More broadly, share prices get buffeted around by all kinds of meaningless stuff often with little to do with underlying reality. As someone once said about markets over and under-shooting:

"if you’re too high half the time and too low half the time, I would say that the market is always getting it wrong."

But Jeff has a bit of form here. He is clearly for some inexplicable reason in thrall to analaysts. Here's another anti-Brown bit from a month or so back.

If Brown were a business, City analysts would be issuing "sell" recommendations. He's one to short.

If ever one needed an endorsement of Brown surely this is it? Here, for example, is what one analyst wrote about Northern Rock just before the news broke about its request to the BoE for funding. (It's a "buy" recommendation I think?)

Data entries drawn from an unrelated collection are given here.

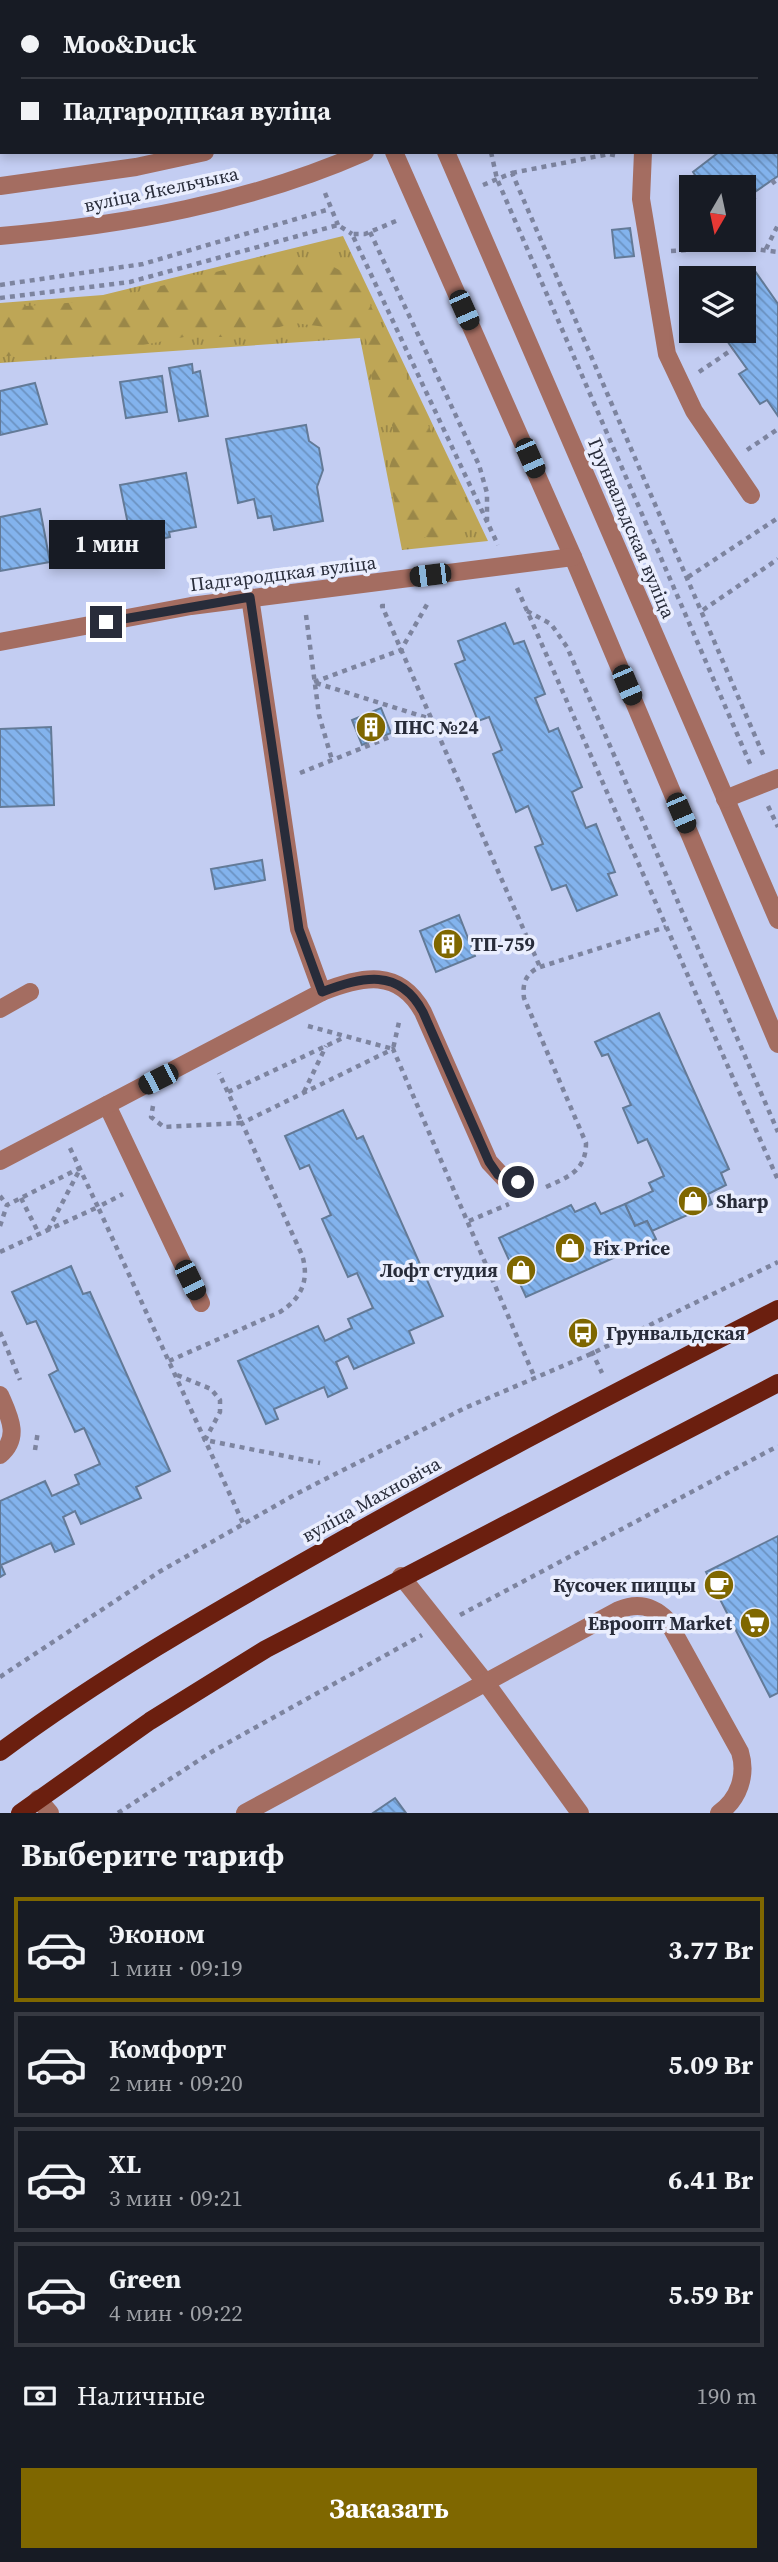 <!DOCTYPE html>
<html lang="ru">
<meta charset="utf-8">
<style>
:root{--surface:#171b24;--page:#20242c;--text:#f1f3f6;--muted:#9ea1a6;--line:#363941;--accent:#7f6700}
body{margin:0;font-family:"Source Serif 4",serif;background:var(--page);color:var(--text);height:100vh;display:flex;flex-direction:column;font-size:26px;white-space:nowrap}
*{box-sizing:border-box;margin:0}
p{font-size:23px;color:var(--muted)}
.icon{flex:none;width:38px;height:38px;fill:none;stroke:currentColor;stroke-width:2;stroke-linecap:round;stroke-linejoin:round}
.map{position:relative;height:1813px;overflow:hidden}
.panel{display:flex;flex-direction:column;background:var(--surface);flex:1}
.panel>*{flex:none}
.guide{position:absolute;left:0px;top:0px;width:779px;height:154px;box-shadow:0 4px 10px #0003;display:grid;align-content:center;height:154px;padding:0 21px;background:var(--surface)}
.needle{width:46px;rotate:189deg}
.tools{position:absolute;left:679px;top:175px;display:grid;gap:14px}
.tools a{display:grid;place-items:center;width:77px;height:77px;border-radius:0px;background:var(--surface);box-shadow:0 4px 10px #0003;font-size:35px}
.end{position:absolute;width:32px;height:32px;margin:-16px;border:9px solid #282c3a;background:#fff;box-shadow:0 0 0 4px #fff}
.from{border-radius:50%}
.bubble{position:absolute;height:49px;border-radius:0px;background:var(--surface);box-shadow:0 4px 10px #0003;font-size:23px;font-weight:700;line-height:49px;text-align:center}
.car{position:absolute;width:21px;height:42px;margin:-21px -10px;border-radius:9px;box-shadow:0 0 5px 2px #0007;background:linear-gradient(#222 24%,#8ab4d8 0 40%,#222 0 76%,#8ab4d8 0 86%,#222 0)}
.guide b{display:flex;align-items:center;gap:24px;height:66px;font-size:26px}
.guide b+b{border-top:2px solid var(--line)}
.guide i{width:18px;height:18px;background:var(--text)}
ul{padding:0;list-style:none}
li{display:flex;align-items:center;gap:21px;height:105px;margin:0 14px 10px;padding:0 7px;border:4px solid var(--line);border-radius:0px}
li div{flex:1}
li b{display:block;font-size:26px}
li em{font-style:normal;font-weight:700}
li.active{border-color:var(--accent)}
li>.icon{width:63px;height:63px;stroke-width:1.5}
h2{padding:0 21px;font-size:32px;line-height:84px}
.pay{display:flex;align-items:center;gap:18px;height:77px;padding:0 21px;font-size:26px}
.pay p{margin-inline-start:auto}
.primary-button{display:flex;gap:14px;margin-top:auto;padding:14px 21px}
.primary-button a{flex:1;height:80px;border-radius:0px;background:var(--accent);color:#fff;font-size:28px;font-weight:700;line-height:80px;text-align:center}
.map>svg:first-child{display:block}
.grass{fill:url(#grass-tufts)}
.forest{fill:url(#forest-firs)}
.cemetery{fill:url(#cemetery-stones)}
.building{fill:url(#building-back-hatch);stroke:#637a97;stroke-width:2}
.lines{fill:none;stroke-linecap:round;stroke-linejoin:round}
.path{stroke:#7d849f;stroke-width:4.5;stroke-dasharray:5 5;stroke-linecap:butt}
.minor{stroke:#a46d61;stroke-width:18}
.major{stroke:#6b1f0f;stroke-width:18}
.route{stroke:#282c3a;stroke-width:9}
.labels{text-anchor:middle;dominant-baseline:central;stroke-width:7;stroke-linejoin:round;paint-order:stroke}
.street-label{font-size:19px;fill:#282c3a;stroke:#eaeefe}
.poi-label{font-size:19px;font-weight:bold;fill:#282c3a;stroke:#eaeefe;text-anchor:start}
</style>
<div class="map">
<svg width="778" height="1813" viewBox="0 0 778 1813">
<defs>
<pattern id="grass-tufts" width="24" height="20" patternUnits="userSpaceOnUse" patternTransform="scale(1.75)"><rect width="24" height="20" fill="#bea656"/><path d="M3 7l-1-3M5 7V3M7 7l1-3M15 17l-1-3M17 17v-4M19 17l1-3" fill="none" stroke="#9a8748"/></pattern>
<pattern id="forest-firs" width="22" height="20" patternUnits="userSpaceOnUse" patternTransform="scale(1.75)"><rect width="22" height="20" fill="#bea656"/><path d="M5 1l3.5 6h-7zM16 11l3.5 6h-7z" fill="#9a8748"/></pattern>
<pattern id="cemetery-stones" width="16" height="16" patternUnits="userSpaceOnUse" patternTransform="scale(1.75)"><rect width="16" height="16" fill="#bea656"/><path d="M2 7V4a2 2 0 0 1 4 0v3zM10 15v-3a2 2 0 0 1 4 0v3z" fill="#9a8748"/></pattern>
<pattern id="building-back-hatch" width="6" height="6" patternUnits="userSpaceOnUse" patternTransform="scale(1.75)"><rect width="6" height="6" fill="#83b3ed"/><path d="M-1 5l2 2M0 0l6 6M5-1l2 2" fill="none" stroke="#6b92c1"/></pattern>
</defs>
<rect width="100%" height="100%" fill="#c3cdf2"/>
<path class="grass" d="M343,236L488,541L402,550L360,338L0,363V303L103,295Z"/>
<path class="forest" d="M296,257C330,261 350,271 368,300L464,500L467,517L458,533C406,553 390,511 391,467C391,455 394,443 393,430C390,409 375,395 371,375C367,359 374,342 358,331L294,323L243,337H184L113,351L57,350L0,357V308L106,300L259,261Z"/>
<path class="cemetery" d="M0,0H277L278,2H2L0,86Z"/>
<g class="building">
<path d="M778,113V176L752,194L755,198L744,206V187H703L693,172L719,152H777Z"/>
<path d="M698,180L703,187H691V192L687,187Z"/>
<path d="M630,228L634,256L615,258L612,230Z"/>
<path d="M755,271L778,304V416L767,400L760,404L739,374L747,369L720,331H744V279Z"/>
<path d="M192,364L193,373L200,371L208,416L179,421L169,368Z"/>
<path d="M162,376L167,412L126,418L120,382Z"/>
<path d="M35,383L47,424L0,435V391Z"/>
<path d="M306,425L309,441L319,448L323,470L317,487L323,521L274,530L271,516L258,518L254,499L238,503L226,439Z"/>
<path d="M186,473L196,527L169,532L170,537L145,542L144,537L131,539L120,485Z"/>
<path d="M40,509L50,562L0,571V517Z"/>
<path d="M505,623L514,644L524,641L545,694L535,698L549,732L558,728L582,787L572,792L586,828L596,824L615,872L608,874L617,895L577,911L566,885L552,890L535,847L543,844L528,806L516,812L493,754L502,750L489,717L478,721L455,664L465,660L458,641Z"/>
<path d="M381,708L391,733L362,745L352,720Z"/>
<path d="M51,727L54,805L0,807V729Z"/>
<path d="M262,860L265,880L215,889L211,869Z"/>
<path d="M459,915L475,956L436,972L420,931Z"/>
<path d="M659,1013L729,1169L721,1173L726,1185L708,1194L712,1204L652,1231L647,1221L635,1226L625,1204L653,1191L649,1183L664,1176L647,1139L638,1143L623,1108L631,1105L608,1054L602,1056L595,1042Z"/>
<path d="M343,1110L357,1139L363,1136L443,1316L409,1331L414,1343L354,1369L348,1356L336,1362L347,1388L328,1397L324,1387L274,1409L278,1419L266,1424L238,1361L318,1326L325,1341L352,1328L348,1319L373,1308L357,1273L348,1277L322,1219L331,1215L309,1165L300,1169L285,1136Z"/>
<path d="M595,1203L601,1214L625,1204L635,1226L647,1221L656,1239L526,1297L499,1238L571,1205L575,1212Z"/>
<path d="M71,1266L83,1294L90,1292L170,1471L136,1487L141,1498L81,1524L75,1511L63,1517L74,1544L55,1552L51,1543L1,1565L5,1574L0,1577V1501L45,1481L52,1496L79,1484L75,1475L100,1464L84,1428L75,1432L49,1375L58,1370L47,1345L36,1321L27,1324L12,1292Z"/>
<path d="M778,1536V1693L770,1697L706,1572Z"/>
<path d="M395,1798L406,1813H373Z"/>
</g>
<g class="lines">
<g class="path">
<path d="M312,0V2"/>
<path d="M324,0L325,2"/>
<path d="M463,0L470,2"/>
<path d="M494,2L503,0"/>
<path d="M685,2L688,0"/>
<path d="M715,2L718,0"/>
<path d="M777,68L778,67"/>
<path d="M0,118H2"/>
<path d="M0,131L2,130"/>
<path d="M491,152L497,179L751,766"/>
<path d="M512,173L609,154L619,156"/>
<path d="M772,180L778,188"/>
<path d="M483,185L512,173L765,759"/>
<path d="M325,193L338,225"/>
<path d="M396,221L365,234H352L498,545"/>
<path d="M370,232L479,465L487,493V521"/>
<path d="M766,249L778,225"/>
<path d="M671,251L739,247L778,252"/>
<path d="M0,285L143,264L330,209"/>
<path d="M0,298L130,282L338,225L352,234"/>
<path d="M699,372L733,349"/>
<path d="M747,450L778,429"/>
<path d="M688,577L778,518"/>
<path d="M517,588L778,1180"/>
<path d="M385,606H382L540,967"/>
<path d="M703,610L778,559"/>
<path d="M527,611L551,624L567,647L778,1132"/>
<path d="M306,615L319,715L332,760"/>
<path d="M314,682L401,650L429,601"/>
<path d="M316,683L431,719"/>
<path d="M300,773L432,720"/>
<path d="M768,806L778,827"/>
<path d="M308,1026L393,1049L399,1022"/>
<path d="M228,1092L345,1037"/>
<path d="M304,1092L326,1046"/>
<path d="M153,1106L151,1117L164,1127L242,1123L219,1073"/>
<path d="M70,1148L98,1207L123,1194"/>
<path d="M546,1187C568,1177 586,1171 586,1143L524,998C522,983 526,973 540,967L666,927"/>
<path d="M0,1196L7,1205"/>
<path d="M21,1198L39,1234"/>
<path d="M469,1221L509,1204"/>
<path d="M0,1226L7,1205L80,1168"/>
<path d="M48,1230L80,1169"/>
<path d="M0,1252L98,1207L243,1523"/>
<path d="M0,1332L20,1380"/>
<path d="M583,1333L602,1373"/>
<path d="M169,1361L280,1312C301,1299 310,1280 302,1255L242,1123L393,1049L534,1376"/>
<path d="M177,1375L211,1389L220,1400V1412L205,1440L320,1463"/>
<path d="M35,1450L38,1431"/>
<path d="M460,1615L778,1446"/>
<path d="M0,1677L159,1572L296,1494L465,1408L593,1353L778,1262"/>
<path d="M118,1813L213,1751L422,1635"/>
</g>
<g class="minor">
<path d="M359,0V2"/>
<path d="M393,0V2"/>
<path d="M236,2L237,0"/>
<path d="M581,2L585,0"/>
<path d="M777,39L778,38"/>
<path d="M0,72H2"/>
<path d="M394,152L573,557L778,1044"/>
<path d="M446,152L778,920"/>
<path d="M643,152L641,199L667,354L694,411L751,495"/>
<path d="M0,186L136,167L205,152"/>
<path d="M0,236C125,225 250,203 365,152"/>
<path d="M250,597L299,929L322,992C362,976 399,968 423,1012L489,1162L505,1179L524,1180"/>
<path d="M0,642L191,606L573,557"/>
<path d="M725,799L778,778"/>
<path d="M0,1009L30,992"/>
<path d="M107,1105L201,1303"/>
<path d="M0,1161L322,992"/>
<path d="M0,1395C9,1416 21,1437 0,1455"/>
<path d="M401,1576L486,1683L580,1813"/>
<path d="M38,1799L50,1813"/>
<path d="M245,1813L619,1610C638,1602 653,1606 667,1620L740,1752C747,1775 739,1799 719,1813"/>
</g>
<g class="major">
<path d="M0,1752C101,1677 209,1615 319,1553C470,1467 624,1388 778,1309"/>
<path d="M20,1813L150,1721L266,1649L778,1383"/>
</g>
</g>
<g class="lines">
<path class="route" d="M106,622L250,597L299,929L322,992C362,977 399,967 423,1012L489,1162L498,1175L518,1182"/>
</g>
<defs>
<g id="building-disc" transform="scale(1.575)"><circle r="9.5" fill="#7f6700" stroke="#eaeefe"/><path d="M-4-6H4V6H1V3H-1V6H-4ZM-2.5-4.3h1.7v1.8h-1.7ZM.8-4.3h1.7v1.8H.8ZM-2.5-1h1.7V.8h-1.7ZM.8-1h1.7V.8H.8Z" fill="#fff"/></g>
<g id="shop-disc" transform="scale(1.575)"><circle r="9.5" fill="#7f6700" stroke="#eaeefe"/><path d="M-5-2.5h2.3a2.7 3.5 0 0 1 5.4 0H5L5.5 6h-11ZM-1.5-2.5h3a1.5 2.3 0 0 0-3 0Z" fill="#fff"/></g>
<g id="bus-disc" transform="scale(1.575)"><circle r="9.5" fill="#7f6700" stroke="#eaeefe"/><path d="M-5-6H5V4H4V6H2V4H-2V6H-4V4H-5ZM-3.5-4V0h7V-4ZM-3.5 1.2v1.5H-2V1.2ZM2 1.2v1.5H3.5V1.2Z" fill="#fff"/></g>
<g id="cafe-disc" transform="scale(1.575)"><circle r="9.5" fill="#7f6700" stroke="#eaeefe"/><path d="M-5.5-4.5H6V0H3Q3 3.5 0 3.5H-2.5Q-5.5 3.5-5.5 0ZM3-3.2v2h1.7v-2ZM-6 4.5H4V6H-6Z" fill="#fff"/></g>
<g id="supermarket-disc" transform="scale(1.575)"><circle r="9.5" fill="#7f6700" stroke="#eaeefe"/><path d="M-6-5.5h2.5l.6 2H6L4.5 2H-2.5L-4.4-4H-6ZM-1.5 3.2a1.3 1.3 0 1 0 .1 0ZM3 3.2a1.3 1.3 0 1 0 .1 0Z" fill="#fff"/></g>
</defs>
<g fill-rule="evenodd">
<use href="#building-disc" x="371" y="727"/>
<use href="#building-disc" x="448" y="944"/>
<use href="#shop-disc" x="693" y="1201"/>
<use href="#shop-disc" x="570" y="1248"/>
<use href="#shop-disc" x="521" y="1270"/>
<use href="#bus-disc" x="583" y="1333"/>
<use href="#cafe-disc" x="719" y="1585"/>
<use href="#supermarket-disc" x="755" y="1623"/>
</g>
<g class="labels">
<g class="street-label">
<text transform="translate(161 189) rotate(-12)">вуліца Якельчыка</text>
<text transform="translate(632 528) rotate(67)">Грунвальдская вуліца</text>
<text transform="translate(283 573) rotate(-7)">Падгародцкая вуліца</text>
<text transform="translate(371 1499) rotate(-29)">вуліца Махновіча</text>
</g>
<g class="poi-label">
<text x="394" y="727">ПНС №24</text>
<text x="471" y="944">ТП-759</text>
<text x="716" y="1201">Sharp</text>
<text x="593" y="1248">Fix Price</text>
<text x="498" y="1270" text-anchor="end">Лофт студия</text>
<text x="606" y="1333">Грунвальдская</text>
<text x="696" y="1585" text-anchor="end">Кусочек пиццы</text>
<text x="732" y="1623" text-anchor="end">Евроопт Market</text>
</g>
</g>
</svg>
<div class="tools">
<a><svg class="needle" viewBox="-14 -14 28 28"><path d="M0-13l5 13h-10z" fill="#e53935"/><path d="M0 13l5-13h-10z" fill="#9ea1a6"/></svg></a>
<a><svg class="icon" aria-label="layers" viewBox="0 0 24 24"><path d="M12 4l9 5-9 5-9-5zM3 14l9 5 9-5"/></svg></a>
</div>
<i class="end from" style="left:518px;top:1182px"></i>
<i class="end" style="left:106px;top:622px"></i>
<div class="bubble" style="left:49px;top:520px;width:116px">1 мин</div>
<i class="car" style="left:464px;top:310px;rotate:156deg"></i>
<i class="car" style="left:530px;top:458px;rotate:156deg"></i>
<i class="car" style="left:430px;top:575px;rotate:263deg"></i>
<i class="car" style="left:627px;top:685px;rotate:157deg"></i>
<i class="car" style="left:681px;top:813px;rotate:157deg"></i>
<i class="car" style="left:158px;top:1079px;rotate:243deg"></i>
<i class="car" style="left:190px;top:1280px;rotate:154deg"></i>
<div class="guide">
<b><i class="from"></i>Моо&amp;Duck</b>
<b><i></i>Падгародцкая вуліца</b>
</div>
</div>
<section class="panel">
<h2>Выберите тариф</h2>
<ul>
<li class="active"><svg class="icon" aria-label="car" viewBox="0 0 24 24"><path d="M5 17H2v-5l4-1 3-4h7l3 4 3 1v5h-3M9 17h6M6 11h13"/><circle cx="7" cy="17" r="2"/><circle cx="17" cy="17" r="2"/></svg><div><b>Эконом</b><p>1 мин · 09:19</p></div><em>3.77 Br</em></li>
<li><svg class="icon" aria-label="car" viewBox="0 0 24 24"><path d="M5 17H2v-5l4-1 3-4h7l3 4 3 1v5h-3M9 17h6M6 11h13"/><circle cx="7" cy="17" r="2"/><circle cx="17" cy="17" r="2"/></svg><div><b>Комфорт</b><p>2 мин · 09:20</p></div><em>5.09 Br</em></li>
<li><svg class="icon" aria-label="car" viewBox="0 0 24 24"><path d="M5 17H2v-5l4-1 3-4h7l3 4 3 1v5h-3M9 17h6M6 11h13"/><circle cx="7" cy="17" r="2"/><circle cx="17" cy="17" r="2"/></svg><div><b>XL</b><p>3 мин · 09:21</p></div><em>6.41 Br</em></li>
<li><svg class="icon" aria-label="car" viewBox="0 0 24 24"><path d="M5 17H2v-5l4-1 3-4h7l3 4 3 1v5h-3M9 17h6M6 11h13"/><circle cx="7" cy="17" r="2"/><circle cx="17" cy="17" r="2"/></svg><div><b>Green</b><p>4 мин · 09:22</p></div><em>5.59 Br</em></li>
</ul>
<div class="pay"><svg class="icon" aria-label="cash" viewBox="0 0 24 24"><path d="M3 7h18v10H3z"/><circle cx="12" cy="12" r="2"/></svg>Наличные<p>190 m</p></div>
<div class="primary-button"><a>Заказать</a></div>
</section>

"load up on Northern Rock for your children, your mum, your goldfish"

Finally, the most important issue, which Jeff fails to address, is what else could have been done. Yes the NR situation is very messy. It will be very interesting to see what comes out of the bids for the business, but I suspect the taxpayer is going to be down a few quid. But what was the alternative? Let NR simply fail? His implication is that things could have been handled differently, but what would have the major difference in outcome? The BoE might have acted quicker, but NR would still be a basket case. Which demostrates why he's such a dishonest commentator.